Parmi les autres pistes que l’organisation professionnelle voudrait voir inscrites dans le projet de loi de finances 2026, le moment venu: pérenniser la prise en charge des abonnements de transport public jusqu’à 75% par les employeurs (avec exonération des cotisations et contributions sociales afférentes), capter une partie des plus-values foncières lorsque de nouvelles infrastructures de transport public ou ferroviaires revalorisent les biens immobiliers.

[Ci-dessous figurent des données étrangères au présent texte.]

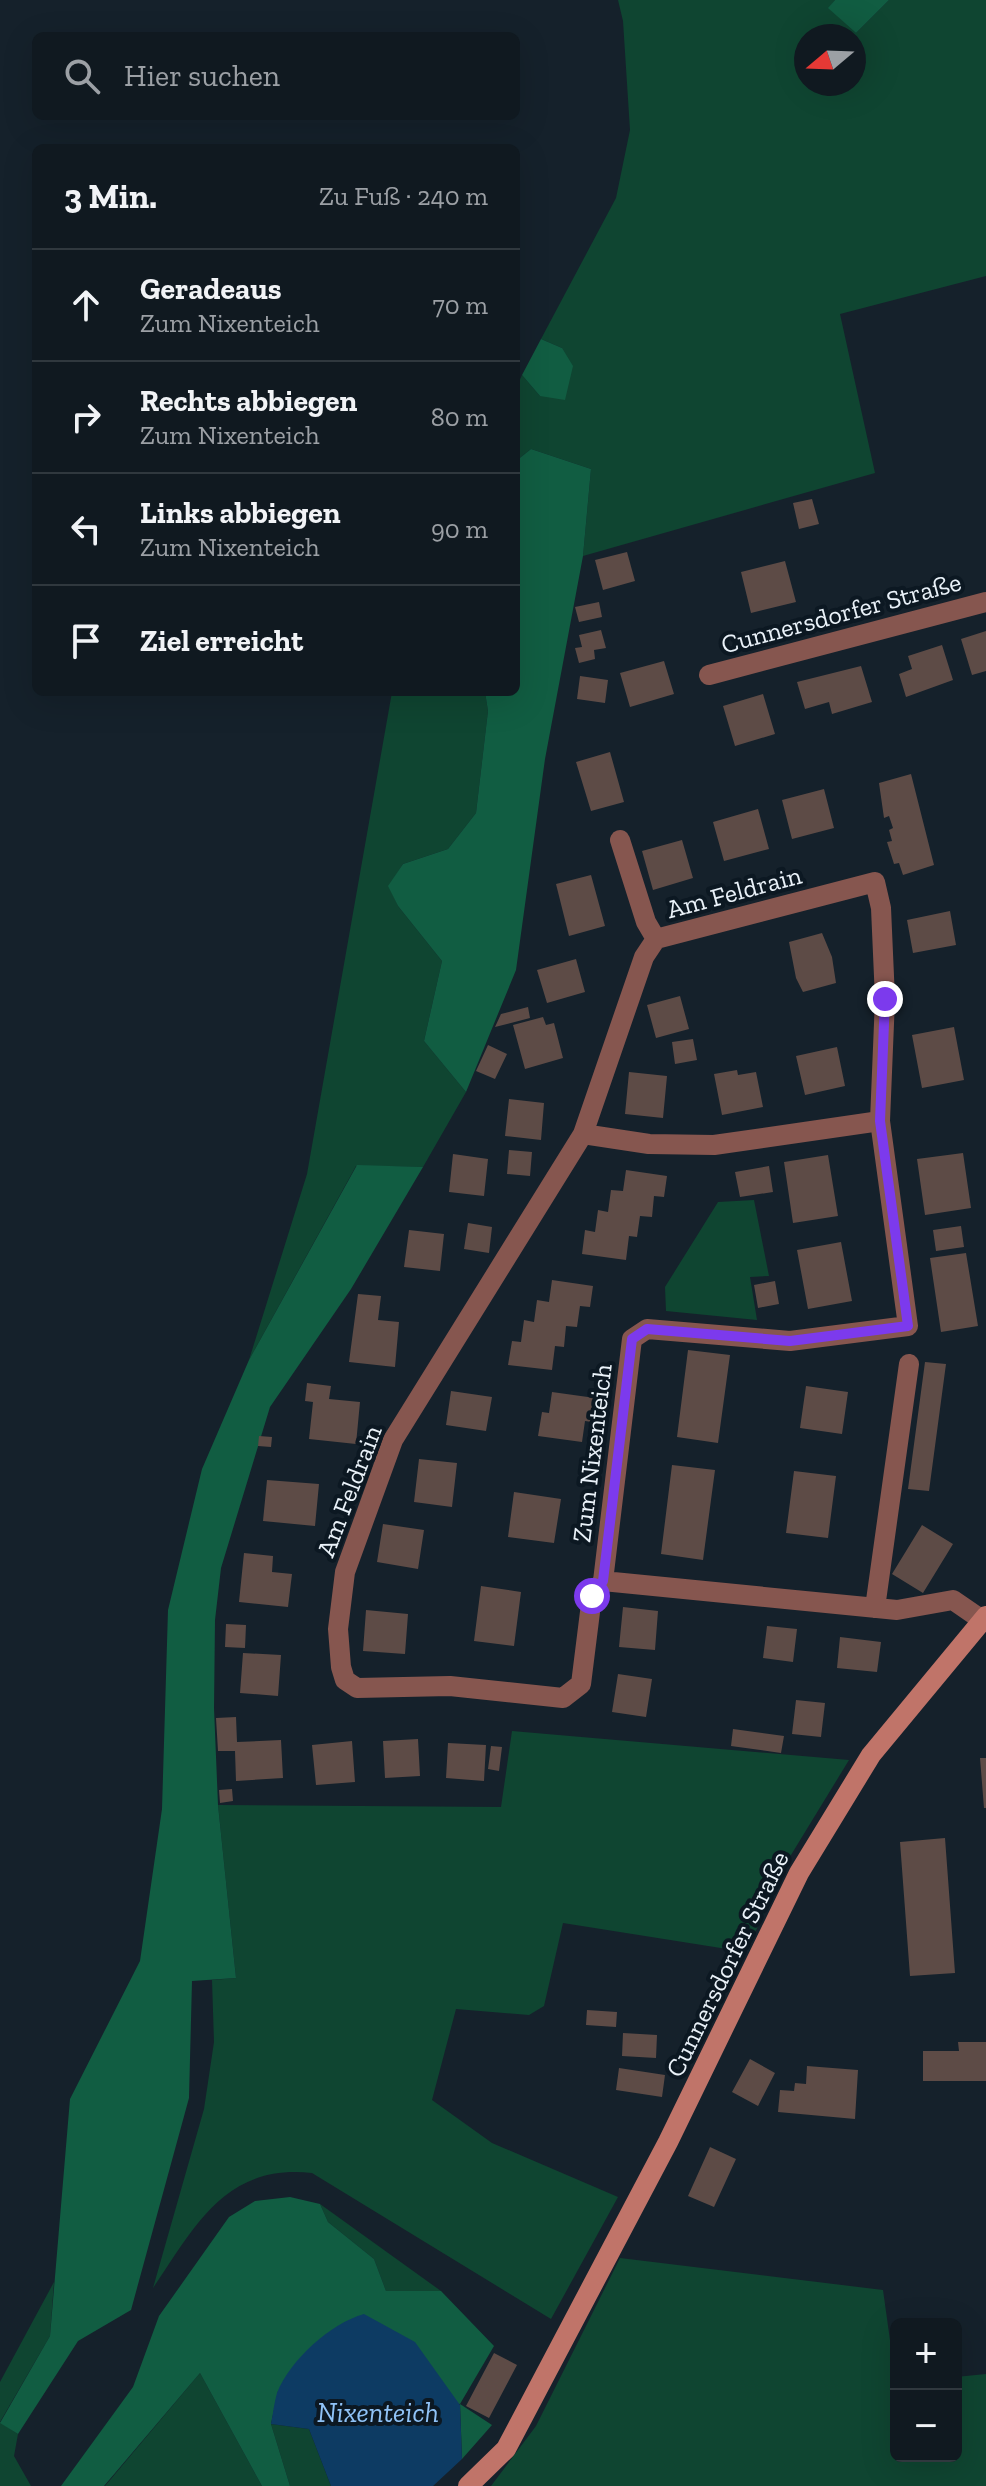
<!DOCTYPE html>
<html lang="de">
<meta charset="utf-8">
<style>
:root{--surface:#101920;--page:#192229;--text:#f1f3f6;--muted:#9ca0a5;--line:#30383e}
body{margin:0;font-family:"Zilla Slab",serif;background:var(--page);color:var(--text)}
.controls{position:absolute;right:24px;bottom:24px;display:grid;overflow:hidden;border-radius:12px;box-shadow:0 8px 32px #0002}
.controls button{width:72px;height:72px;display:grid;place-items:center;padding:0;border:0;border-bottom:2px solid var(--line);background:var(--surface);color:var(--text);font:40px sans-serif}
.compass{position:absolute;left:794px;top:24px;width:72px;height:72px;border-radius:50%;background:var(--surface);box-shadow:0 8px 32px #0002;rotate:251deg}
.stop{position:absolute;width:24px;height:24px;margin:-18px;border:6px solid #7c3aed;border-radius:50%;background:#fff}
.stop.end{background:#7c3aed;border-color:#fff;box-shadow:0 2px 8px #0008}
.list{margin:0;padding:0;list-style:none}
h2{display:flex;justify-content:space-between;align-items:center;height:104px;margin:0;padding:0 32px;font-size:34px}
h2 small{font-size:26px;font-weight:400;color:var(--muted)}
.list li{display:grid;grid-template-columns:52px 1fr auto;gap:24px;align-items:center;box-sizing:border-box;height:112px;padding:0 32px;border-top:2px solid var(--line)}
.list b{display:block;font-size:30px;white-space:nowrap}
.list p{margin:0;font-size:26px;white-space:nowrap;color:var(--muted)}
.list em{font-size:26px;font-style:normal;color:var(--muted)}
.icon{flex:none;width:44px;height:44px;fill:none;stroke:currentColor;stroke-width:2;stroke-linecap:round;stroke-linejoin:round}
.map{position:relative;flex:none;width:986px;height:2486px;overflow:hidden}
.search{position:absolute;background:var(--surface);box-shadow:0 8px 32px #0002;left:32px;top:32px;width:488px;height:88px;display:flex;align-items:center;gap:20px;box-sizing:border-box;padding:0 28px;border-radius:12px;color:var(--muted);font-size:30px}
.panel{position:absolute;background:var(--surface);box-shadow:0 8px 32px #0002;left:32px;top:144px;width:488px;height:552px;border-radius:12px}
.map>svg:first-child{display:block}
.green{fill:#0f4531;fill-rule:evenodd}
.forest{fill:#115d42}
.water{fill:#0d3b63}
.building{fill:#5d4b46}
.lines{fill:none;stroke-linecap:round;stroke-linejoin:round}
.street{stroke:#86564f;stroke-width:20}
.secondary{stroke:#c07469;stroke-width:20}
.route{stroke:#7c3aed;stroke-width:10}
.labels{text-anchor:middle;stroke-width:8;stroke-linejoin:round;paint-order:stroke}
.street-label{font-size:26px;fill:#eaf2f9;stroke:#0c1822}
.water-label{font-size:28px;font-style:italic;fill:#90c3f7;stroke:#0c1822}
</style>
<div class="map">
<svg width="986" height="2486" viewBox="0 0 986 2486">
<rect width="100%" height="100%" fill="#15212b"/>
<path class="green" d="M618,0H835L829,8L856,33L889,0H986V276L840,314L875,473L583,556L591,469L531,449L516,461V388L522,375L540,396L562,348L541,339L616,198L630,130L623,21ZM806,36H854V84H806Z
M392,692H485L488,711L476,813L448,849L403,864L389,886L398,906L442,961L424,1041L466,1092L423,1167L356,1166L249,1360L307,1174Z
M754,1200L769,1276L750,1277L757,1320L666,1311L665,1287L718,1202Z
M512,1731L849,1760L791,1855L746,1952L563,1923L544,2006L529,2015L456,2009L432,2100L492,2143L618,2197L551,2319L312,2173C225,2164 196,2225 153,2288L204,2109L214,2042L212,1980L236,1978L218,1805L501,1807Z
M320,2204L441,2291H386L374,2259L328,2222Z
M620,2258L883,2290L896,2383V2456H956V2377L986,2374V2486H491L536,2426Z
M54,2282L50,2336L0,2422L18,2434L14,2456L31,2486H0V2382Z
M200,2373L262,2486H105Z
M271,2424L309,2429L331,2486H290Z"/>
<path class="forest" d="M835,0H889L856,33L828,8Z
M541,339L562,348L573,366L565,400L540,396L522,375Z
M531,449L591,469L583,556L545,759L516,970L466,1092L424,1041L442,961L398,906L388,886L403,864L448,849L476,813L488,711L485,692H516V461Z
M357,1165L423,1167L351,1289L270,1407L221,1568L215,1620L214,1708L218,1805L236,1978L192,1981L189,2098L131,2310L78,2341L18,2434L0,2423L50,2336L70,2099L140,1961L162,1809L168,1610L202,1469L249,1360Z
M290,2197L320,2204L328,2222L374,2259L386,2291H441L494,2346L460,2404L492,2425L462,2459L460,2404L278,2391L271,2424L290,2486H262L200,2373L104,2486H61L133,2387L159,2316L229,2217L255,2201Z"/>
<path class="water" d="M364,2314L415,2342L460,2405L462,2459L433,2486H331L309,2429L271,2424C273,2414 274,2403 277,2393C290,2360 331,2323 364,2314Z"/>
<path class="building" d="M812,499L819,524L799,529L793,503Z
M627,552L635,581L603,590L595,560Z
M785,561L796,602L751,613L741,572Z
M599,602L602,617L579,622L575,607Z
M601,630L606,648L594,650L595,659L579,663L575,648L582,647L579,635Z
M986,631V671L972,675L961,639Z
M942,645L953,680L906,697L899,674L912,669L908,656Z
M664,661L674,694L630,707L620,673Z
M861,666L872,702L832,714L829,702L805,709L797,682Z
M580,676L608,680L605,703L577,699Z
M763,694L775,734L735,746L723,706Z
M610,752L624,802L591,811L576,762Z
M911,774L934,865L903,875L899,863L894,864L887,842L892,841L889,830L893,828L889,816L884,818L879,783Z
M824,789L834,828L792,839L782,800Z
M758,809L769,849L724,861L713,822Z
M682,840L693,878L653,890L642,851Z
M591,875L605,926L569,936L556,884Z
M950,911L956,945L913,953L907,920Z
M822,933L832,957L836,983L803,992L796,978L789,942Z
M576,959L585,992L547,1003L537,970Z
M680,996L689,1029L656,1038L647,1005Z
M528,1007L530,1018L495,1027L501,1014Z
M543,1017L546,1025L554,1023L563,1058L525,1069L513,1025Z
M954,1027L964,1080L922,1088L912,1035Z
M693,1039L697,1060L675,1064L672,1042Z
M488,1045L507,1054L495,1079L476,1071Z
M837,1047L845,1086L805,1095L796,1056Z
M737,1070L738,1075L756,1072L763,1107L722,1115L714,1074Z
M629,1072L667,1076L663,1118L625,1114Z
M509,1099L544,1103L541,1140L505,1136Z
M509,1150L532,1152L530,1176L507,1174Z
M963,1153L971,1208L925,1215L917,1159Z
M453,1154L488,1159L484,1196L449,1192Z
M828,1155L838,1216L793,1223L784,1162Z
M769,1166L773,1192L740,1197L735,1172Z
M626,1170L667,1176L664,1197L654,1196L652,1217L640,1216L637,1237L629,1236L626,1260L582,1254L585,1230L595,1232L598,1210L608,1212L611,1190L623,1191Z
M468,1223L492,1227L489,1253L464,1249Z
M961,1226L964,1247L936,1251L933,1230Z
M409,1230L444,1234L440,1271L404,1267Z
M841,1242L852,1301L808,1309L797,1250Z
M966,1253L978,1326L941,1332L930,1258Z
M552,1280L593,1286L590,1307L580,1306L577,1327L566,1326L564,1347L555,1346L552,1370L508,1365L512,1341L521,1342L524,1320L534,1322L537,1300L549,1302Z
M775,1281L779,1304L758,1308L754,1285Z
M358,1294L381,1296L378,1320L399,1322L395,1367L349,1362Z
M688,1350L730,1355L718,1443L677,1437Z
M925,1362L946,1364L929,1491L908,1489Z
M307,1383L331,1386L329,1399L360,1402L356,1444L309,1439L313,1402L305,1401Z
M806,1386L848,1392L842,1434L800,1428Z
M451,1391L492,1397L486,1431L446,1425Z
M552,1392L595,1398L592,1422L585,1421L582,1442L538,1436L542,1412L549,1413Z
M259,1436L272,1437L271,1447L258,1446Z
M419,1459L457,1463L452,1507L414,1502Z
M672,1465L715,1470L703,1560L661,1554Z
M794,1471L836,1476L828,1538L786,1533Z
M267,1480L319,1484L315,1526L263,1521Z
M514,1492L561,1499L554,1543L508,1537Z
M383,1524L424,1530L418,1569L377,1562Z
M922,1525L953,1544L923,1593L892,1574Z
M244,1553L273,1556L272,1572L292,1574L288,1607L239,1602Z
M481,1586L521,1592L514,1646L474,1641Z
M623,1607L658,1611L655,1650L619,1647Z
M366,1610L408,1614L405,1654L363,1651Z
M226,1624L246,1625L245,1648L225,1647Z
M767,1626L797,1629L793,1662L763,1658Z
M840,1637L881,1642L877,1672L837,1668Z
M243,1653L281,1655L278,1696L240,1693Z
M618,1674L652,1679L646,1717L612,1712Z
M796,1700L825,1703L821,1737L792,1734Z
M236,1717L237,1742L281,1740L283,1778L236,1781L235,1751H218L216,1718Z
M733,1729L784,1736L781,1753L731,1746Z
M418,1739L420,1776L385,1778L383,1741Z
M352,1741L355,1782L316,1785L312,1745Z
M448,1743L486,1745L484,1781L446,1778Z
M491,1746L502,1747L499,1771L488,1769Z
M980,1758H986V1808H984Z
M232,1789L233,1801L220,1803L219,1790Z
M945,1838L955,1973L910,1976L900,1842Z
M587,2010L617,2012L616,2027L586,2025Z
M623,2033L657,2035L656,2058L622,2056Z
M958,2042H986V2081H923V2051H959Z
M750,2059L775,2073L758,2106L732,2092Z
M807,2066L858,2070L855,2119L778,2112L780,2090L794,2091L795,2083L806,2084Z
M619,2068L665,2075L662,2097L616,2090Z
M710,2147L736,2159L714,2207L688,2196Z
M494,2353L517,2365L489,2418L466,2406Z"/>
<g class="lines">
<path class="street" d="M709,675L986,602
M620,840L646,922L656,939
M583,1134L649,1144L714,1145L880,1121
M603,1581L632,1339L647,1329L790,1341L908,1326L880,1121L885,999L881,908L875,882L656,939L644,957L583,1134L393,1440L345,1572L338,1629L341,1667L345,1680L357,1688L450,1686L563,1698L581,1684L592,1596L603,1581L897,1610L953,1600L982,1620
M875,1608L909,1364"/>
<path class="secondary" d="M468,2486L506,2449L668,2142L799,1873L871,1755L986,1616"/>
</g>
<g class="lines">
<path class="route" d="M592,1596L603,1581L632,1339L647,1329L790,1341L908,1326L880,1121L885,999"/>
</g>
<g class="labels">
<g class="street-label">
<text transform="translate(841 613) rotate(-15)" y="9">Cunnersdorfer Straße</text>
<text transform="translate(734 892) rotate(-15)" y="9">Am Feldrain</text>
<text transform="translate(592 1453) rotate(-83)" y="9">Zum Nixenteich</text>
<text transform="translate(349 1491) rotate(-69)" y="9">Am Feldrain</text>
<text transform="translate(727 1964) rotate(-64)" y="9">Cunnersdorfer Straße</text>
</g>
<g class="water-label">
<text x="378" y="2422">Nixenteich</text>
</g>
</g>
</svg>
<div class="controls">
<button>+</button>
<button>−</button>
</div>
<svg class="compass" viewBox="-18 -18 36 36"><path d="M0-13l5 13h-10z" fill="#e53935"/><path d="M0 13l5-13h-10z" fill="#9ca0a5"/></svg>
<div class="stop" style="left:592px;top:1596px"></div>
<div class="stop end" style="left:885px;top:999px"></div>
<div class="search"><svg class="icon" aria-label="search" viewBox="0 0 24 24"><circle cx="10" cy="10" r="6"/><path d="M15 15l6 6"/></svg>Hier suchen</div>
<section class="panel">
<h2>3 Min.<small>Zu Fuß · 240 m</small></h2>
<ul class="list">
<li><svg class="icon" aria-label="ahead" viewBox="0 0 24 24"><path d="M12 20V5M6 11l6-6 6 6"/></svg><div><b>Geradeaus</b><p>Zum Nixenteich</p></div><em>70 m</em></li>
<li><svg class="icon" aria-label="right" viewBox="0 0 24 24"><path d="M7 20v-9h11M14 6l5 5-5 5"/></svg><div><b>Rechts abbiegen</b><p>Zum Nixenteich</p></div><em>80 m</em></li>
<li><svg class="icon" aria-label="left" viewBox="0 0 24 24"><path d="M17 20v-9H6M10 6l-5 5 5 5"/></svg><div><b>Links abbiegen</b><p>Zum Nixenteich</p></div><em>90 m</em></li>
<li><svg class="icon" aria-label="arrive" viewBox="0 0 24 24"><path d="M6 21V4h12l-3 4 3 4H6"/></svg><div><b>Ziel erreicht</b></div></li>
</ul>
</section>
</div>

Ou encore, augmenter le taux plafond de la taxe de séjour comme c’est déjà le cas en Ile-de-France : cinq euros par nuit et par personne dans les palaces; deux euros dans les hôtels trois étoiles. Et affecter cette surtaxe aux AOM pour financer le développement de l’offre de transports collectifs.
Ou bien encore, instaurer une surtaxe aux péages d’autoroute pour les poids lourds, sur les tronçons où il existe une alternative de fret ferroviaire. Dans le viseur, les camions de marchandises sous pavillon étranger qui traversent la France. « La directive Eurovignette permet une augmentation ciblée des péages autoroutiers sur des tronçons saturés », assure Florence Sautejeau. Une hausse de 15% ciblée rapporterait 400 millions d’euros par an, selon les calculs de l’UTPF dont Thierry Mallet, patron de Transdev, a repris les commandes en juin. Plus acceptable que l’écotaxe ?

La Cour de comptes fait le bilan de l’héritage des JO pour les transports
La Cour des comptes a publié le 29 septembre un rapport sur l’impact économique des Jeux Olympiques 2024 qu’elle juge « modeste à ce stade », pour ne pas dire infime, avec un effet sur la croissance de 2024 évaluée à +0,07 point du PIB. La juridiction financière évalue à 6,65 milliards d’euros les dépenses de l’Etat et des collectivités pour l’organisation des Jeux et à moins de 300 millions d’euros les recettes fiscales générées.
Mais l’une des grandes promesses des Jeux, c’était de laisser un héritage : pour l’accessibilité des personnes en situation de handicap, pour le sport, et pour les transports. Sur ce sujet aussi, la Cour des comptes dresse le bilan.
Si le métro Grand Paris Express n’a pas pu être être au rendez-vous des JO, l’événement mondial organisé en Ile-de-France a malgré tout permis d’accélérer le prolongement des lignes de métro 11 et 14 et de tram T3b, et d’achever le projet Est-ouest liaison express (Eole) entre Nanterre-la-Folie et Rosa Parks. Les Jeux ont aussi mis en lumière les « mobilités actives », en particulier le vélo avec des pistes cyclables dédiées pendant les olympiades. « Des avancées notables sont également à relever en matière d’accessibilité », notent les magistrats financiers.
Enfin, d’autres infrastructures, qui devaient servir pendant les JO, ont été pérennisées : notamment les 185 kilomètres de voies olympiques et paralympiques réservées aux véhicules de l’organisation, dont une vingtaine a été maintenue en région Ile-de-France. Elles sont réservées aux véhicules de transport collectifs, covoiturage (au moins deux passagers), taxis, VTC, véhicules d’urgence.